Farewell, My Lovely
Robert Mitchum's first take as Raymond Chandler's detective Philip Marlowe.
Silly, but yet sincere. Mitchum embodies Marlowe as a washed-up old dog, a detective who has definitely seen better, brighter days and who in-between legitimate capers chases down runaway schoolgirls whose parents want them out of nightclubs and off the dance floors. There is a kind of incidental poetry to the cheapness of this film that seems to reflect the dime store novel origins of Chandler's character. Too often the world of noir collides with high-minded (social) melodrama -- the result can be good or it can be bad, but the result is almost always disingenuous (or unnatural). Even if FAREWELL, MY LOVELY isn't the best film or the best Chandler film adaptation, it works if only because it seems honest, as if the director is allowing the work to unfold and be true to its origin rather than to craft it into something more deliberately thematic and driven by an artist's vision. Overall, it reads as pragmatic directorial gesture.
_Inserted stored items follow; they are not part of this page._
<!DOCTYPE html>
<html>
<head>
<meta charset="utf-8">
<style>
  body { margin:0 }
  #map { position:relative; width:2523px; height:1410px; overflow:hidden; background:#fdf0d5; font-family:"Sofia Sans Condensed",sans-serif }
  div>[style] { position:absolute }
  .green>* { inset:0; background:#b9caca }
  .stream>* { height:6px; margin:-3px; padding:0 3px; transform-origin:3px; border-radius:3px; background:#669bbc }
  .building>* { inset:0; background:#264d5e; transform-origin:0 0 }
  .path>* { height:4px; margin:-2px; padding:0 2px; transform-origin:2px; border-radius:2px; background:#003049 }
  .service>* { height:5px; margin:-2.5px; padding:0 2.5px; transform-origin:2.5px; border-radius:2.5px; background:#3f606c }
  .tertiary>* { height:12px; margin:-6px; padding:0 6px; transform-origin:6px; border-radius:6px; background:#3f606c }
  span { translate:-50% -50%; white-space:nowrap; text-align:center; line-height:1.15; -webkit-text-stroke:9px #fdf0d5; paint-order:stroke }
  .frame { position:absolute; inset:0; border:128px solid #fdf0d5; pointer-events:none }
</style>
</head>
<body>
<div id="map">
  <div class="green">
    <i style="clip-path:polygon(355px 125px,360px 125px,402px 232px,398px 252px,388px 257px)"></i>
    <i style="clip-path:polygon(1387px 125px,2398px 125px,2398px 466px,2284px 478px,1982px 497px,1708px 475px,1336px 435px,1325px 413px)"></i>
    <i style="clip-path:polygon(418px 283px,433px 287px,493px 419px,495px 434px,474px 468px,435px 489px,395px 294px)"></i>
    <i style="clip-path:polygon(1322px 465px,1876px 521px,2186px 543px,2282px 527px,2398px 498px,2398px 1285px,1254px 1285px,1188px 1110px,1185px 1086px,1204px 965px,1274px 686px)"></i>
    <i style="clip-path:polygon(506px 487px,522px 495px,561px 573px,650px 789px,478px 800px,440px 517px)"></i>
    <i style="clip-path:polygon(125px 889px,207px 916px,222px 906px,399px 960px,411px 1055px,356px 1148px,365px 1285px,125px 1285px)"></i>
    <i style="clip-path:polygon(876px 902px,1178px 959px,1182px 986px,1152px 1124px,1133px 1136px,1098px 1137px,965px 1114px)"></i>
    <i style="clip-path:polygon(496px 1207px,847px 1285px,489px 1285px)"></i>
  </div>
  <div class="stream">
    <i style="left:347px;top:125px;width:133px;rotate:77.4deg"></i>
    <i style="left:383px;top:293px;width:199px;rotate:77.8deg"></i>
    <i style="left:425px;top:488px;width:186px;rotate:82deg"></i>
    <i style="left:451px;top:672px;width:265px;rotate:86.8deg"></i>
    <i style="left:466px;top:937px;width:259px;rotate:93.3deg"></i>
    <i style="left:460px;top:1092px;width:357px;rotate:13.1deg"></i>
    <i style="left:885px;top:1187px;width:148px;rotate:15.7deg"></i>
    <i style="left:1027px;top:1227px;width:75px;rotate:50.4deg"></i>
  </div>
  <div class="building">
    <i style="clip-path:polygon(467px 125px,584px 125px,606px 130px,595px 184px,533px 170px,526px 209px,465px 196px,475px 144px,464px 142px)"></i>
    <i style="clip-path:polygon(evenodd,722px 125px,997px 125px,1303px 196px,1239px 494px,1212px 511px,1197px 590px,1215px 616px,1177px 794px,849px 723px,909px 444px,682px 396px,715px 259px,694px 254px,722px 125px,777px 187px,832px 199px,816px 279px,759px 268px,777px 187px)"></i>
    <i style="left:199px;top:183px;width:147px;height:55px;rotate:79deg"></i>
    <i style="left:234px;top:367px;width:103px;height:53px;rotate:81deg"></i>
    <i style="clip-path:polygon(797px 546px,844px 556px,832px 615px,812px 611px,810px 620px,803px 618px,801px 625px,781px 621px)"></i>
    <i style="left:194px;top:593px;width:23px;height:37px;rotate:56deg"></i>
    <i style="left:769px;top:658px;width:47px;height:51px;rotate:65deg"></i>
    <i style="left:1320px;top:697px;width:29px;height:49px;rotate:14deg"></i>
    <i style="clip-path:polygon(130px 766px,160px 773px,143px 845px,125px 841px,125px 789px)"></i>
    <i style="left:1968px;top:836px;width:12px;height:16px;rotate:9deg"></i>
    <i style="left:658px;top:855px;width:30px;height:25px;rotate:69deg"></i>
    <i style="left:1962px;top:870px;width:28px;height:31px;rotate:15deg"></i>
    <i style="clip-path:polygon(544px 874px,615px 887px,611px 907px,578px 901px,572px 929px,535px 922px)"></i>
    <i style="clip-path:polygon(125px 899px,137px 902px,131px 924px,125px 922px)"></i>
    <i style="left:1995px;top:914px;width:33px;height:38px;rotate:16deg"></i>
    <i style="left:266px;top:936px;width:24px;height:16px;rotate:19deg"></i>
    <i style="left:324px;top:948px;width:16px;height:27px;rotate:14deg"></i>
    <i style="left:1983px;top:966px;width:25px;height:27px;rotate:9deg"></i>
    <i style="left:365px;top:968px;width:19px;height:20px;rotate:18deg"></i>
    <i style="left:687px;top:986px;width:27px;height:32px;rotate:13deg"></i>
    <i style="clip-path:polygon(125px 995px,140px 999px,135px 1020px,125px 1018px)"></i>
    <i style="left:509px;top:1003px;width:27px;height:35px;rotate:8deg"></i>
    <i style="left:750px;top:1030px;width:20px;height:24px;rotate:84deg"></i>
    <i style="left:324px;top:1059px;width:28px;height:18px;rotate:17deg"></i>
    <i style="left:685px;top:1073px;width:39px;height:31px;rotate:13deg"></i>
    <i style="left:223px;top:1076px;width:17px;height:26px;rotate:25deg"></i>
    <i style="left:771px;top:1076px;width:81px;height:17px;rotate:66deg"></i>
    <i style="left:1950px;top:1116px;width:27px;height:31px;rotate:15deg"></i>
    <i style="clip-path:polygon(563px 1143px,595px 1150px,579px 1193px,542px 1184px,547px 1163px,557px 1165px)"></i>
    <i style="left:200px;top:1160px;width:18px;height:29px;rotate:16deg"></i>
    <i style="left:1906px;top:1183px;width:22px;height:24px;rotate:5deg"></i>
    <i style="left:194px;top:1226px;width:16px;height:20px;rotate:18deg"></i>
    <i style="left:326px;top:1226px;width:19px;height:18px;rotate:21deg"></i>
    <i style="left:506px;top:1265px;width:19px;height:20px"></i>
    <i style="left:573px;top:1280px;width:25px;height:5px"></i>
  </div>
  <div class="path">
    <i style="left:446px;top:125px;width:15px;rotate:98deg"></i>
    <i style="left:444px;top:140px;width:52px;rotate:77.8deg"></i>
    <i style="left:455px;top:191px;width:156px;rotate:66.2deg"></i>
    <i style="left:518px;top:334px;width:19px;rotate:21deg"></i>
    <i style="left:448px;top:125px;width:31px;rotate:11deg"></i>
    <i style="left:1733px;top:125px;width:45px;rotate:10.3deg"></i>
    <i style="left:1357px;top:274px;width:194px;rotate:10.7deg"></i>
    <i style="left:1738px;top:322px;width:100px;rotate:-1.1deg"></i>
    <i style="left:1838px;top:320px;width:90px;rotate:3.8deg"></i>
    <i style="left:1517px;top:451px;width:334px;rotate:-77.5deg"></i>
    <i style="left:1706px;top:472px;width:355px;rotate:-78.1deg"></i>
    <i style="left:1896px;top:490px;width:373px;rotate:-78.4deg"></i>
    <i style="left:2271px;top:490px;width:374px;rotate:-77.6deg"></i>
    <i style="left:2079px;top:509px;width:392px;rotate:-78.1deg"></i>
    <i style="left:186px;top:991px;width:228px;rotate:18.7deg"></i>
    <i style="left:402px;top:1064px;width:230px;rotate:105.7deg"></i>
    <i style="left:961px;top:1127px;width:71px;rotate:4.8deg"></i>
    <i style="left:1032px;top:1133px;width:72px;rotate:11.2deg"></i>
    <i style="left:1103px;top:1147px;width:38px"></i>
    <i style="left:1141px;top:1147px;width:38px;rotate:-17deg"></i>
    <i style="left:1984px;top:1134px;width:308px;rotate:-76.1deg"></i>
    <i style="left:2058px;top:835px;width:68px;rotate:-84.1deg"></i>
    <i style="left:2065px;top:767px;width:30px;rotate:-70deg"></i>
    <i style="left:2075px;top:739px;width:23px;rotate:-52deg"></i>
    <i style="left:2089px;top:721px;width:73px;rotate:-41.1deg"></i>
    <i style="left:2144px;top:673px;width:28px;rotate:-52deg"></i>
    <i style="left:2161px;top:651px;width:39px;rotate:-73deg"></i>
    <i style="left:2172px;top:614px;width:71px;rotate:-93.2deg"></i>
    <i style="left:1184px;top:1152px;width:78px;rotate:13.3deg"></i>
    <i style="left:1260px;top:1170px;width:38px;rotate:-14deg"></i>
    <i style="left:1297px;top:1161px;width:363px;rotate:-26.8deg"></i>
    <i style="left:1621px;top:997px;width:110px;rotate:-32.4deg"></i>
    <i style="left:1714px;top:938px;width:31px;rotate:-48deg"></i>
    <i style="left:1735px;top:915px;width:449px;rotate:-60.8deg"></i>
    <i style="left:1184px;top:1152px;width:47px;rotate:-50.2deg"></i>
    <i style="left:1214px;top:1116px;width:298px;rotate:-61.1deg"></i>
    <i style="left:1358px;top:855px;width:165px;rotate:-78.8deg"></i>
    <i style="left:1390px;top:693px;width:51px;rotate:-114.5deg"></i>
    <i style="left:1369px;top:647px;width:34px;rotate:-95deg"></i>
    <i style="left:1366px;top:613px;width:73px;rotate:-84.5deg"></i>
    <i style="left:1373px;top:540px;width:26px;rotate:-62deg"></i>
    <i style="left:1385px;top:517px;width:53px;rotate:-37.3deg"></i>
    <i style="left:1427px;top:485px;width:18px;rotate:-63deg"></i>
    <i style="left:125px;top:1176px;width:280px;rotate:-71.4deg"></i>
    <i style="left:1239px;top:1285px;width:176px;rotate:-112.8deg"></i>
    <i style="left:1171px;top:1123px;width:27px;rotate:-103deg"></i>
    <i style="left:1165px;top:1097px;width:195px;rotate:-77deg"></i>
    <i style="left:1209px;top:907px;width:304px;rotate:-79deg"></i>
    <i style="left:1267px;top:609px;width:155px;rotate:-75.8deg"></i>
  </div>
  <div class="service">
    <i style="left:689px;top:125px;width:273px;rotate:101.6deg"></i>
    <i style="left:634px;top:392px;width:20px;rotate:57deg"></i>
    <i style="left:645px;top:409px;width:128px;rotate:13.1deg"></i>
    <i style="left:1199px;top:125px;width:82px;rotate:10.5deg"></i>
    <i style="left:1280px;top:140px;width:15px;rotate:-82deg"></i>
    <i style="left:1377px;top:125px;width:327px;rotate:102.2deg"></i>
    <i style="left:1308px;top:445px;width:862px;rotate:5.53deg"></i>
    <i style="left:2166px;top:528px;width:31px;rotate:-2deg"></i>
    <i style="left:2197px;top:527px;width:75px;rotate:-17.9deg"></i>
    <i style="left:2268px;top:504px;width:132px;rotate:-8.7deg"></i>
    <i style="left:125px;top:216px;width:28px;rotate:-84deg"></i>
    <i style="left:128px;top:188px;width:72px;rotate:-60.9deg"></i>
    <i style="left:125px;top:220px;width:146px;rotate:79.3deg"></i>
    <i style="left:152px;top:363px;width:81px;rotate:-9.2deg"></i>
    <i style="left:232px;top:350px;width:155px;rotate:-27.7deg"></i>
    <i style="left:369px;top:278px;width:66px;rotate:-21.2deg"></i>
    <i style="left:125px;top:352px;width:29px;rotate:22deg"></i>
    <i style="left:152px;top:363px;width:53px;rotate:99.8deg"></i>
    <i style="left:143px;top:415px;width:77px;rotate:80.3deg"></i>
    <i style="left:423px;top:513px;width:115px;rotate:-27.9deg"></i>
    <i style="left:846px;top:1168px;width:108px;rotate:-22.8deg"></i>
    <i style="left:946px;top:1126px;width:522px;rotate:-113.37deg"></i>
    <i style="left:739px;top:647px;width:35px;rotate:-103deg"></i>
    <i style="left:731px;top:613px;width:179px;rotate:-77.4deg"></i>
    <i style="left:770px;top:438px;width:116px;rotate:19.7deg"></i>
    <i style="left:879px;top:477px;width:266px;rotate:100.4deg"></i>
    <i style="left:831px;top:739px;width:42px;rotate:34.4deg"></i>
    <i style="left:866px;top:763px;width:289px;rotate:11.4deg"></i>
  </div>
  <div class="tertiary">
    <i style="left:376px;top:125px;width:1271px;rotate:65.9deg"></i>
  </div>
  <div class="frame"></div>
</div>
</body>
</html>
I preferred Robert Mitchum's Philip Marlowe here in Dick Richards' film to that portrayed by Elliott Gould in Robert Altman's 1973 The Long Goodbye. He sounded and carried himself in the way I thought fitted the little I know of Philip Marlowe's character. The story itself was pretty silly but made a entertaining 90 minutes with everything you'd expect from a film set in 1940s Los Angeles involving a down-at-heel private eye and lots of villains (both in and out of the police force),
Gritty and occasionally grim, but like all Chandler adaptations, only as good as its Marlowe (Mitchum's got the wit and the stature to pull it off pretty nicely). O'Halloran's Moose Malloy is menacing and the world of 1940s L.A. is well-felt. Its real shining star, however, is how reminiscent of yesteryear the mise-en-scene is. Richards gives the film a double authenticity, making it move like a film released during the time period in which it unfolds.
Not good. Robert Mitchum is too old for many of the parts and the narration, while fun at times is mostly too over the top. Almost more of a parody of a film noir than a real one. Still, Mitchum's charisma does sneak out every once in a while. He can be awesome.
Truly outstanding detective mystery, no doubt produced in answer to the previous year's hit "Chinatown." The mystery itself is riveting because the producers chose to stick close to the original novel. Robert Mitchum's performance effortlessly transports us back to the noir days of Bogart and Huston. I wanted to applaud but I was alone in my home theater.